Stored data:
+===+
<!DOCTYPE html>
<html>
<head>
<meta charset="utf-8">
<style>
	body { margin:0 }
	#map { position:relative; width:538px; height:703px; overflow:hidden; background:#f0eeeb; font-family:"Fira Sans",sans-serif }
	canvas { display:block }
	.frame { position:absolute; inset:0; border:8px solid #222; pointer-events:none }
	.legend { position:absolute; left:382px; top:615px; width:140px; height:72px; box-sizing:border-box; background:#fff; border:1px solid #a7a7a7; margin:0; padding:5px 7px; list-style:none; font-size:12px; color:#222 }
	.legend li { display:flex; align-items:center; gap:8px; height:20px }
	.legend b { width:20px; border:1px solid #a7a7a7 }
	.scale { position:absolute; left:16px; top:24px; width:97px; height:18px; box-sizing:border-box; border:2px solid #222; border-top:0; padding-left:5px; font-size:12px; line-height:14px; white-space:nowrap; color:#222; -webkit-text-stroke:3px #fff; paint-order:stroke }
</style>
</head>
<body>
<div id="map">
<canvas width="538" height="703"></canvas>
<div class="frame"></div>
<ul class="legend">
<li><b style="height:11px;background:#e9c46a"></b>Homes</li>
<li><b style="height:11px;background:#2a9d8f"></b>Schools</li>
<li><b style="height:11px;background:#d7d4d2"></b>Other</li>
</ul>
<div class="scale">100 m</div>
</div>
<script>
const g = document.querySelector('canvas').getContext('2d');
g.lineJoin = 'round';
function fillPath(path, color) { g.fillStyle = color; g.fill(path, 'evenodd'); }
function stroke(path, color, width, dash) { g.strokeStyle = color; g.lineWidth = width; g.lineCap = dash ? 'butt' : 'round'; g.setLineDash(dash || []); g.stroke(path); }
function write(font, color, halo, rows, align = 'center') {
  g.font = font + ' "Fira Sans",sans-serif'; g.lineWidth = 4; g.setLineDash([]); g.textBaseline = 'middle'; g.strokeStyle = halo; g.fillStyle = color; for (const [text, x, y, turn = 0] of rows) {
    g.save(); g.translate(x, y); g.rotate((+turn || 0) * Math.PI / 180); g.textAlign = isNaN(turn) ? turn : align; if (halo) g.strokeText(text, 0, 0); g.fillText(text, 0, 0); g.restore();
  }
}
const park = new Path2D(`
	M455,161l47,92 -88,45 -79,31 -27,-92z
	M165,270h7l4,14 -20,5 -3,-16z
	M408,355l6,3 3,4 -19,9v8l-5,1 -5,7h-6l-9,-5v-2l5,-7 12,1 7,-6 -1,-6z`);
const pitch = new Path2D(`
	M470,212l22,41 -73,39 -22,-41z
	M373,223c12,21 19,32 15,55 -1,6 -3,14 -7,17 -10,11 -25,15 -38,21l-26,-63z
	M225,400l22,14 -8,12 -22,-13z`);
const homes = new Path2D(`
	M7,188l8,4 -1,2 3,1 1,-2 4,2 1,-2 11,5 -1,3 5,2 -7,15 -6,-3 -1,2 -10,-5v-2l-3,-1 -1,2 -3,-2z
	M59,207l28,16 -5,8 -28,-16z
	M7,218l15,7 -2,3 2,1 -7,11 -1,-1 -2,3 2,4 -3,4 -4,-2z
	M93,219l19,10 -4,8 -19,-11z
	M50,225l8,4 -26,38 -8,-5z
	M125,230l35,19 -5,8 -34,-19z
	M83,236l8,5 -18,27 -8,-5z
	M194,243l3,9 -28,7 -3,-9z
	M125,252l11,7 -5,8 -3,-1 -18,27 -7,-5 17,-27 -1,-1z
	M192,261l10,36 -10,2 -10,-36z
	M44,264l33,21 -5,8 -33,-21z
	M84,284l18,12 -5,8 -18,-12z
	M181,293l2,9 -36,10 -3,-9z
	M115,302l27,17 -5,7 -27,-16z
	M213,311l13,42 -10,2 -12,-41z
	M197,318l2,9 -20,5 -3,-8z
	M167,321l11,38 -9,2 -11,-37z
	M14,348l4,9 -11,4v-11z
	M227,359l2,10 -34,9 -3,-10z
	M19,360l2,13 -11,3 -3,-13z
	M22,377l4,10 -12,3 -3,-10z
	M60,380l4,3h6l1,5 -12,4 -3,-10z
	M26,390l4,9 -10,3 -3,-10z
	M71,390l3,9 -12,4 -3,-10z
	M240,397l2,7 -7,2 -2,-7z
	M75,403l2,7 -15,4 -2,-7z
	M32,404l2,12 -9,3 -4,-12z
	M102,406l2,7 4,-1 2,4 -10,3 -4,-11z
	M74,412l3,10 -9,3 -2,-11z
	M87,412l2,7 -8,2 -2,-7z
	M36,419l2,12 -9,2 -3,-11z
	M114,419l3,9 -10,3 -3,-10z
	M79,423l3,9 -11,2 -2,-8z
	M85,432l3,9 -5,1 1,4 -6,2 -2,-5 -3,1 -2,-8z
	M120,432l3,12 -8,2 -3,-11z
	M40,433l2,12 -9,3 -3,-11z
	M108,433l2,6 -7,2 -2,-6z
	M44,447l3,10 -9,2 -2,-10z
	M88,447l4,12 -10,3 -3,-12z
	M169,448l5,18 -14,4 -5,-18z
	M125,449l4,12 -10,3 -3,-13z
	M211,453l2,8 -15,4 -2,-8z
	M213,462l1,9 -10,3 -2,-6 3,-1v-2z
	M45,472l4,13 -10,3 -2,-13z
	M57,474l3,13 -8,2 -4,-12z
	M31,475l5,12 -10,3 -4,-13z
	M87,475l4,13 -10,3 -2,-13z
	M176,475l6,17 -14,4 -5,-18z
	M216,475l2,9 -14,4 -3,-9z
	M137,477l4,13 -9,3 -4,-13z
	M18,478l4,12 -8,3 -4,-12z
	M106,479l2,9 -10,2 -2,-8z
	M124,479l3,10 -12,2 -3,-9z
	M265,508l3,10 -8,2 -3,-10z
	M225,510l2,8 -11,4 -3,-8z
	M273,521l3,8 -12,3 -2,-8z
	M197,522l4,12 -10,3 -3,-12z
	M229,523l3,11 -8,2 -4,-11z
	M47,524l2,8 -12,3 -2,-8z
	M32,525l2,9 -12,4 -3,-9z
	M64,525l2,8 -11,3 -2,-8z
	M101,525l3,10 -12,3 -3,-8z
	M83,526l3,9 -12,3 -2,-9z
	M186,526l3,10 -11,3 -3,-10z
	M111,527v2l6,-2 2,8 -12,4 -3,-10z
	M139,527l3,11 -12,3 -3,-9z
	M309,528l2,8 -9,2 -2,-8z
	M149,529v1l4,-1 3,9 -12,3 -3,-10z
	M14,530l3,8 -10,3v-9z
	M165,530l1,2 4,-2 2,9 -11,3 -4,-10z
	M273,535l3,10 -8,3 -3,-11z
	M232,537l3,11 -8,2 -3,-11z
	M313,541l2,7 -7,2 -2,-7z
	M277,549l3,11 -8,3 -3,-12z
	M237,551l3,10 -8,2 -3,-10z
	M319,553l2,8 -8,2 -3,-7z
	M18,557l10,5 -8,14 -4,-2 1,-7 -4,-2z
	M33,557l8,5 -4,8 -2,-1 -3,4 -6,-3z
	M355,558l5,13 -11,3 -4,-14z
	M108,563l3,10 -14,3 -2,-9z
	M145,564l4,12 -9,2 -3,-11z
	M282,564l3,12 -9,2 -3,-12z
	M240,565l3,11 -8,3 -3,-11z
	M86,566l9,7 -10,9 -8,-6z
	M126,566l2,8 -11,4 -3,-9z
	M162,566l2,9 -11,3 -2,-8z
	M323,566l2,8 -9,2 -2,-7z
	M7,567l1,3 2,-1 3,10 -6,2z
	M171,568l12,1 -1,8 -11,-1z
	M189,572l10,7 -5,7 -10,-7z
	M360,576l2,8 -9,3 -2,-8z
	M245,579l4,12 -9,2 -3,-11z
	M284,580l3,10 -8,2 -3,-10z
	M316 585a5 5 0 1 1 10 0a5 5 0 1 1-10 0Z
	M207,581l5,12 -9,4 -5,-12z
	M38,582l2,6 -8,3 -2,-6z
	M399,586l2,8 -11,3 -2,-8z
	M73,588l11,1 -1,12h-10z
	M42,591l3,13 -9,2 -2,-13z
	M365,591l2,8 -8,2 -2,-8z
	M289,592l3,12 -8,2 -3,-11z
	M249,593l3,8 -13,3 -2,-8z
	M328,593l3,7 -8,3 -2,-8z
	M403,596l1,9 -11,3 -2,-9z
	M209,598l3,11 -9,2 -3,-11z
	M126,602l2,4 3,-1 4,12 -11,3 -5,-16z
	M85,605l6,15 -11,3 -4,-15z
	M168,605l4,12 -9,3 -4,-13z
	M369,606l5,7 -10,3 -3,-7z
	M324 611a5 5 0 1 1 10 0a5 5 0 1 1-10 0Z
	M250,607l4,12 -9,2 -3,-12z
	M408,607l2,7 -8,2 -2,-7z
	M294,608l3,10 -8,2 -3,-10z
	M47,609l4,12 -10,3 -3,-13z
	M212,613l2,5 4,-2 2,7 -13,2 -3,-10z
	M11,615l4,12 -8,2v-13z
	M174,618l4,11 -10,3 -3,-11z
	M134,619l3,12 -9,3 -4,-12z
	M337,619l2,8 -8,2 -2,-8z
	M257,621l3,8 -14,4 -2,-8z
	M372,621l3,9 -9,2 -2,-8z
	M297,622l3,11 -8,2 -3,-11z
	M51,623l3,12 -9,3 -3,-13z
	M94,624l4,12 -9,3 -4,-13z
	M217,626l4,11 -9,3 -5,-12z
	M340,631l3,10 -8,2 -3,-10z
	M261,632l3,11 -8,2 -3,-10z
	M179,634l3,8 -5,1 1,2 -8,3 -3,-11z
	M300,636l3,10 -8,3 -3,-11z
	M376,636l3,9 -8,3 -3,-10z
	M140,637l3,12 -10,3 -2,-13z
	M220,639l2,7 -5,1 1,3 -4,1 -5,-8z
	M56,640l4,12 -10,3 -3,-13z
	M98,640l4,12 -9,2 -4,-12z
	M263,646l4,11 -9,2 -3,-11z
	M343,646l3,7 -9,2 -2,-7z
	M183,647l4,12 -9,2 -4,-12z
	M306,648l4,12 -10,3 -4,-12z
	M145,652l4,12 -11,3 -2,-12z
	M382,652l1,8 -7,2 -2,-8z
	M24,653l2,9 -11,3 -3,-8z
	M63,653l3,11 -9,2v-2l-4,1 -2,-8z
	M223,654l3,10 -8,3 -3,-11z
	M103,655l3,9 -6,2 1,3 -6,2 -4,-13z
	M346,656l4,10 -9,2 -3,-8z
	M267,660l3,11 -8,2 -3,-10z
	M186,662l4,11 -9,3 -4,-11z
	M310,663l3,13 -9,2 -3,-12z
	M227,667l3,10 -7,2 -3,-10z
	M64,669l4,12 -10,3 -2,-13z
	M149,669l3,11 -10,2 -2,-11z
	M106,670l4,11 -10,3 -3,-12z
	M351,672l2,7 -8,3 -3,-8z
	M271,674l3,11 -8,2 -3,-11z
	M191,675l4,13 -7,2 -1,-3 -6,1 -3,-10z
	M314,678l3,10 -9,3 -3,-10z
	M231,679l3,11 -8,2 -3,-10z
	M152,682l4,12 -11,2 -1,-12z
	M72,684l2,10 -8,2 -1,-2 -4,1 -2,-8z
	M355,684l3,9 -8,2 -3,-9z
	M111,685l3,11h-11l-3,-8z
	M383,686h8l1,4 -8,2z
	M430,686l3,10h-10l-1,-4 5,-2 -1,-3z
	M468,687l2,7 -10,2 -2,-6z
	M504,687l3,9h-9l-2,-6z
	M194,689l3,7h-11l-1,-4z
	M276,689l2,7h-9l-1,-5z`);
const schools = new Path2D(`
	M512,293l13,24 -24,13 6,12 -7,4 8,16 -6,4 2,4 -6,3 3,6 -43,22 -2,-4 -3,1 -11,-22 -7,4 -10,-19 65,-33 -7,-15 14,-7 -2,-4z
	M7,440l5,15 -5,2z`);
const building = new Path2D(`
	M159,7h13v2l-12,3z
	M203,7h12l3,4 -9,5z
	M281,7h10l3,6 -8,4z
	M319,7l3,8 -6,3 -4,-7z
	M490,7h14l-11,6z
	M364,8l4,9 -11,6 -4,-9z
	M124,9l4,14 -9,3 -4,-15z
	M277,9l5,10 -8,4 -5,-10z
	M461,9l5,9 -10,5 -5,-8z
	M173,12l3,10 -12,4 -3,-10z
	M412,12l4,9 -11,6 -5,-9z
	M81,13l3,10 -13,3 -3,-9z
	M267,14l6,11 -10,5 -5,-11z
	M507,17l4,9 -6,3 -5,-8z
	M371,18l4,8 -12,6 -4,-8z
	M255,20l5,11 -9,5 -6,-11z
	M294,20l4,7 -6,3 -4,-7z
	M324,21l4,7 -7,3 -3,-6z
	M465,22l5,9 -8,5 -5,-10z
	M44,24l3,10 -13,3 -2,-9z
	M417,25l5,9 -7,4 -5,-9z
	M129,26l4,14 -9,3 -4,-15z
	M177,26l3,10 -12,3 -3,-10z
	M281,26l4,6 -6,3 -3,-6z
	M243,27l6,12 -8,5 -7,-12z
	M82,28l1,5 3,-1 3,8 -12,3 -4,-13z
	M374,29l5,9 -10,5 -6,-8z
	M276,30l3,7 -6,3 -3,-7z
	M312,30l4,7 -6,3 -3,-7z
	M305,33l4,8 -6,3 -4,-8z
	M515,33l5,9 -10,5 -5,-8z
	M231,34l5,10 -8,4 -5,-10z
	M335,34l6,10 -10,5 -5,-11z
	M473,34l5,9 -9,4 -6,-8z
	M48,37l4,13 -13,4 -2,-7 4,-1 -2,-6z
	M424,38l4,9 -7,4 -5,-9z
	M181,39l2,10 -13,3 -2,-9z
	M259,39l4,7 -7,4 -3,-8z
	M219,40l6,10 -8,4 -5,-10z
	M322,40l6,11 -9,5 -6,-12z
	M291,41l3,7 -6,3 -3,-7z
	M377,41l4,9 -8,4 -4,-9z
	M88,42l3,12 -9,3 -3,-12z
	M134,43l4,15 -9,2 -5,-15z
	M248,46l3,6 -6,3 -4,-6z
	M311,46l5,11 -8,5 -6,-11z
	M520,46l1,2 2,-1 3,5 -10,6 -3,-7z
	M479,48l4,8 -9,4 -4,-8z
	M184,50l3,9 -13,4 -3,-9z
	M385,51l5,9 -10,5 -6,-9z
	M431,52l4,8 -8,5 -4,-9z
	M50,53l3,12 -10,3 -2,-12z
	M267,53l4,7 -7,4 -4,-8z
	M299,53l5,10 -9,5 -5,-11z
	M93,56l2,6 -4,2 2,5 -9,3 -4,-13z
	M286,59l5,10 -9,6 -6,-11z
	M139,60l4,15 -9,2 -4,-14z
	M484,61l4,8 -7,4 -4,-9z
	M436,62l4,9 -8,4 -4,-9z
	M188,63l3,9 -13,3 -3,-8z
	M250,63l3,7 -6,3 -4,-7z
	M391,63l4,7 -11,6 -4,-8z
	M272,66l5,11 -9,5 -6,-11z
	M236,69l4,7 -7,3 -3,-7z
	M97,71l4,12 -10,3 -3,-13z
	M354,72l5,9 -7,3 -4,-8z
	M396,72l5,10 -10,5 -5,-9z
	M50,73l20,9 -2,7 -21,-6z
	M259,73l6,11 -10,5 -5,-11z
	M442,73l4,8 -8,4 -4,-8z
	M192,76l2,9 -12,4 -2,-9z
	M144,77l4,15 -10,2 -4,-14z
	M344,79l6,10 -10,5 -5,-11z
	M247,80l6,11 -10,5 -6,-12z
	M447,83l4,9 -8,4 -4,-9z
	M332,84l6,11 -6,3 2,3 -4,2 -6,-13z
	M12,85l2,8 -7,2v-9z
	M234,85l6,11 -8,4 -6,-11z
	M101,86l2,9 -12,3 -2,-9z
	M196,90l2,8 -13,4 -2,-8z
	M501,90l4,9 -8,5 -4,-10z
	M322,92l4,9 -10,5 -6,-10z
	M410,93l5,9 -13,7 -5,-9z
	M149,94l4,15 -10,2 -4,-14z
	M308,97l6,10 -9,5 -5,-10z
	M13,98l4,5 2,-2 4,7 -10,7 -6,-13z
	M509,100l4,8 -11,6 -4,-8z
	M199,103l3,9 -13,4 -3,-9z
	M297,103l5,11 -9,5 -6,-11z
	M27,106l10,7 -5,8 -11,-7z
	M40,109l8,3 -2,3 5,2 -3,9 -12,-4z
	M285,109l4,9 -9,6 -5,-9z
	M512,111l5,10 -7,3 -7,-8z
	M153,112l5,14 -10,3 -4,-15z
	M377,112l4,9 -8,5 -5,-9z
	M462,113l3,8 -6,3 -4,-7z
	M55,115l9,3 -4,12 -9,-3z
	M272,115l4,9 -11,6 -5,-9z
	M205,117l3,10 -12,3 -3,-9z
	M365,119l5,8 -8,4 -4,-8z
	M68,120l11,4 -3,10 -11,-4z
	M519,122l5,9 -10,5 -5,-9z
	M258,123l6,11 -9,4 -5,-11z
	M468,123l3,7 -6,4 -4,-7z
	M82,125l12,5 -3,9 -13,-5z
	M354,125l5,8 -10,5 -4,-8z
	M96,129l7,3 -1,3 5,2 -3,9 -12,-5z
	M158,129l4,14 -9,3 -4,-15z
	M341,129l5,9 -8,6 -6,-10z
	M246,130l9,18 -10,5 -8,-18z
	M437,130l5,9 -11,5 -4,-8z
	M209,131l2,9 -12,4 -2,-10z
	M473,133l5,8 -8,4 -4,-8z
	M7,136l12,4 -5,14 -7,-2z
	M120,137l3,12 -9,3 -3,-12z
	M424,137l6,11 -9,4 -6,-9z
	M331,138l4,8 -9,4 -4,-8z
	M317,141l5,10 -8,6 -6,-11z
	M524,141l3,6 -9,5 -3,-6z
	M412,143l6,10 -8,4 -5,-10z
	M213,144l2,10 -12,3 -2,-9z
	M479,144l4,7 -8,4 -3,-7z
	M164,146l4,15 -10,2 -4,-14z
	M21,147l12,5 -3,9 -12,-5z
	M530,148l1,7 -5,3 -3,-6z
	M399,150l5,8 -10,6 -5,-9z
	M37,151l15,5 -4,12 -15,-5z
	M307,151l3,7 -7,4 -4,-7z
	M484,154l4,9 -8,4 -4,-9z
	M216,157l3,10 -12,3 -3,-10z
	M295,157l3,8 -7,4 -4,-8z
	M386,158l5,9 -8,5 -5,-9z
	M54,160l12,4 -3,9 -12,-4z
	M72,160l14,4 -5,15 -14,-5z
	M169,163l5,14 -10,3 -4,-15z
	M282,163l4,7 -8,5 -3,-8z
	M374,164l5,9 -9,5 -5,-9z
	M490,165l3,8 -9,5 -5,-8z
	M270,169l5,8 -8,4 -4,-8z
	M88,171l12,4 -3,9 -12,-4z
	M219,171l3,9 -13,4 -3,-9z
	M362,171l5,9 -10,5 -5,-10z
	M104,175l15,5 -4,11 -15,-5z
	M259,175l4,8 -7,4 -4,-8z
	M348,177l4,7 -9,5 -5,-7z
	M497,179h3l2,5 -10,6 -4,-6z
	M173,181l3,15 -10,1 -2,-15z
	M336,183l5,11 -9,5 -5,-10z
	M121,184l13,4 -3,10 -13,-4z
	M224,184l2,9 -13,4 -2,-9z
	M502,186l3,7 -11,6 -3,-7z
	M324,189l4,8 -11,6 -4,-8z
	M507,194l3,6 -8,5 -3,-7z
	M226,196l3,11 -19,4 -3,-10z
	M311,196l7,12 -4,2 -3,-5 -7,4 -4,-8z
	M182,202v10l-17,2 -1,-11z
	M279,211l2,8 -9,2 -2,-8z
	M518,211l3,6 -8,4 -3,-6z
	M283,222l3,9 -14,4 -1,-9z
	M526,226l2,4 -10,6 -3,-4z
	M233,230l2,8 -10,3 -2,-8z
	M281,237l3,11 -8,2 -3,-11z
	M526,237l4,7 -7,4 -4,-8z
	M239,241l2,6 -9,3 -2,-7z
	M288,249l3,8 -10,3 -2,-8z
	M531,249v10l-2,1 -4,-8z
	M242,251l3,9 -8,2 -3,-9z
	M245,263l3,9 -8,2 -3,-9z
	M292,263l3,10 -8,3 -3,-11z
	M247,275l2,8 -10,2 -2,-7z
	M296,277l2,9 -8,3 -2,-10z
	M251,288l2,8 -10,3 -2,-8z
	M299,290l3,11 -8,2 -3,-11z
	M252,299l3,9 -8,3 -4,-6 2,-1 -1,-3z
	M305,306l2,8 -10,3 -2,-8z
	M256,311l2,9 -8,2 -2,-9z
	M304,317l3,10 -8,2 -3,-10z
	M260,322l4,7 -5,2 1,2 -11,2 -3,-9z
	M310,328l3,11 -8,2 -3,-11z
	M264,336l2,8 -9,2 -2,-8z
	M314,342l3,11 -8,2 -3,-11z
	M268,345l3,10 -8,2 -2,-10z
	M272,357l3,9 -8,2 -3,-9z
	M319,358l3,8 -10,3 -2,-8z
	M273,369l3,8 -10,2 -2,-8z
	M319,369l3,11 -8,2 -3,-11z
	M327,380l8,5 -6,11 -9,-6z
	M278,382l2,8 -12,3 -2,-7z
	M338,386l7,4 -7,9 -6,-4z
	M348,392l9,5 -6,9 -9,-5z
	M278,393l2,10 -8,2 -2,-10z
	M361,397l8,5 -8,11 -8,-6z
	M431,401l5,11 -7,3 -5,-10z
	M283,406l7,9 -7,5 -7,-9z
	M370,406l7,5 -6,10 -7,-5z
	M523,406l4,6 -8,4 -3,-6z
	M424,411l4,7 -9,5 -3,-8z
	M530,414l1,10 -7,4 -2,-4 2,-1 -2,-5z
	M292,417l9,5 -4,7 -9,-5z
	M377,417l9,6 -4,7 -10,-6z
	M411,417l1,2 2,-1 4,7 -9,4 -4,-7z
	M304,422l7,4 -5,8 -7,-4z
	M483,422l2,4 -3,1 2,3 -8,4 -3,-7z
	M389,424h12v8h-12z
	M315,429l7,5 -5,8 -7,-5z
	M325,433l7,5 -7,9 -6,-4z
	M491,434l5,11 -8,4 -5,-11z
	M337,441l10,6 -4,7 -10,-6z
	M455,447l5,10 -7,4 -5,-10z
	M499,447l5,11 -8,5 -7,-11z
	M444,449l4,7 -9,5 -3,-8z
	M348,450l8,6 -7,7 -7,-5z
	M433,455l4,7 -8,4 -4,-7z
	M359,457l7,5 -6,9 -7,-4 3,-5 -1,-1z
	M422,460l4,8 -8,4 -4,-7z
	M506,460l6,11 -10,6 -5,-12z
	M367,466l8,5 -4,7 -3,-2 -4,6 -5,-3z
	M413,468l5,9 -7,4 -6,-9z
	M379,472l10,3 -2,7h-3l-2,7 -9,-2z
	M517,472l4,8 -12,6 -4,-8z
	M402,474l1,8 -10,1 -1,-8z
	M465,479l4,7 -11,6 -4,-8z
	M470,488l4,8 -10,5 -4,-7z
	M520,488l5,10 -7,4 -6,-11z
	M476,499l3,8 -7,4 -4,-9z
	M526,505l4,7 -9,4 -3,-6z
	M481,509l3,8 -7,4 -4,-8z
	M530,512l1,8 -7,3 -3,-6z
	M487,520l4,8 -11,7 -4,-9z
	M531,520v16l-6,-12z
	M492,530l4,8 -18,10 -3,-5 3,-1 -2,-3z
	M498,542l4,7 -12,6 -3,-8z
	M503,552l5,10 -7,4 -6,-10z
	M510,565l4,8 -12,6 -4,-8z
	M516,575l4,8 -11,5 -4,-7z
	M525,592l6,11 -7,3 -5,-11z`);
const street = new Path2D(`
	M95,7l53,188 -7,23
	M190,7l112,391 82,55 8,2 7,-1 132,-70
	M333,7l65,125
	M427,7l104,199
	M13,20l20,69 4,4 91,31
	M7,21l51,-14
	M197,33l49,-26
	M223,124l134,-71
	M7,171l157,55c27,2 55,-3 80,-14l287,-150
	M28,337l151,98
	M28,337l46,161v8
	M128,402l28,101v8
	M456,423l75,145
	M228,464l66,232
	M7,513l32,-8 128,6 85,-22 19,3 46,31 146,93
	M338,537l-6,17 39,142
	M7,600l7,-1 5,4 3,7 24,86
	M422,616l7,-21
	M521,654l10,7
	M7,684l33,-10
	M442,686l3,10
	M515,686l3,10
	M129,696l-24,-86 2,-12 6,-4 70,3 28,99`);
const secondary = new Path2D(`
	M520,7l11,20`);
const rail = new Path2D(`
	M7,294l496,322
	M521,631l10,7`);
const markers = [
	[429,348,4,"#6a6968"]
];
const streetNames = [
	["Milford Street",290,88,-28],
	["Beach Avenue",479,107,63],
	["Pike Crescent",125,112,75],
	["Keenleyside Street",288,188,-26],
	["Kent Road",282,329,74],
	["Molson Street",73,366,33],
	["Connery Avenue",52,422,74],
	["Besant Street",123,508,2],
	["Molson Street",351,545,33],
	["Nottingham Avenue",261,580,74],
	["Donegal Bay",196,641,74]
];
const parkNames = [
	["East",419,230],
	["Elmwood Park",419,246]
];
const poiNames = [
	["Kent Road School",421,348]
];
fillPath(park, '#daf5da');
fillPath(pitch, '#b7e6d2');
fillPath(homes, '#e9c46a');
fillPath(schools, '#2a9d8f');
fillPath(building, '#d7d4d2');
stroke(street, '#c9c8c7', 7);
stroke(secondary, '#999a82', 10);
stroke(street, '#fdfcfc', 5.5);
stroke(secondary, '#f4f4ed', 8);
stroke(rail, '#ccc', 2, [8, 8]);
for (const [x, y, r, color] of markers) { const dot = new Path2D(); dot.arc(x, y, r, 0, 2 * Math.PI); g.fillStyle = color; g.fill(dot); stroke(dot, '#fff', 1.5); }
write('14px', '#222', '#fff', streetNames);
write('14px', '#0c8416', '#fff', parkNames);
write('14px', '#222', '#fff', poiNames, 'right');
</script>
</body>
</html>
+===+
**PROBLEM TO SOLVE:**
Please print exactly the lines from the one containing "M338,537l-6,17 39,142" through the last line of the records, both included, and nothing else.

**RESPONSE TO THE TASK:**
	M338,537l-6,17 39,142
	M7,600l7,-1 5,4 3,7 24,86
	M422,616l7,-21
	M521,654l10,7
	M7,684l33,-10
	M442,686l3,10
	M515,686l3,10
	M129,696l-24,-86 2,-12 6,-4 70,3 28,99`);
const secondary = new Path2D(`
	M520,7l11,20`);
const rail = new Path2D(`
	M7,294l496,322
	M521,631l10,7`);
const markers = [
	[429,348,4,"#6a6968"]
];
const streetNames = [
	["Milford Street",290,88,-28],
	["Beach Avenue",479,107,63],
	["Pike Crescent",125,112,75],
	["Keenleyside Street",288,188,-26],
	["Kent Road",282,329,74],
	["Molson Street",73,366,33],
	["Connery Avenue",52,422,74],
	["Besant Street",123,508,2],
	["Molson Street",351,545,33],
	["Nottingham Avenue",261,580,74],
	["Donegal Bay",196,641,74]
];
const parkNames = [
	["East",419,230],
	["Elmwood Park",419,246]
];
const poiNames = [
	["Kent Road School",421,348]
];
fillPath(park, '#daf5da');
fillPath(pitch, '#b7e6d2');
fillPath(homes, '#e9c46a');
fillPath(schools, '#2a9d8f');
fillPath(building, '#d7d4d2');
stroke(street, '#c9c8c7', 7);
stroke(secondary, '#999a82', 10);
stroke(street, '#fdfcfc', 5.5);
stroke(secondary, '#f4f4ed', 8);
stroke(rail, '#ccc', 2, [8, 8]);
for (const [x, y, r, color] of markers) { const dot = new Path2D(); dot.arc(x, y, r, 0, 2 * Math.PI); g.fillStyle = color; g.fill(dot); stroke(dot, '#fff', 1.5); }
write('14px', '#222', '#fff', streetNames);
write('14px', '#0c8416', '#fff', parkNames);
write('14px', '#222', '#fff', poiNames, 'right');
</script>
</body>
</html>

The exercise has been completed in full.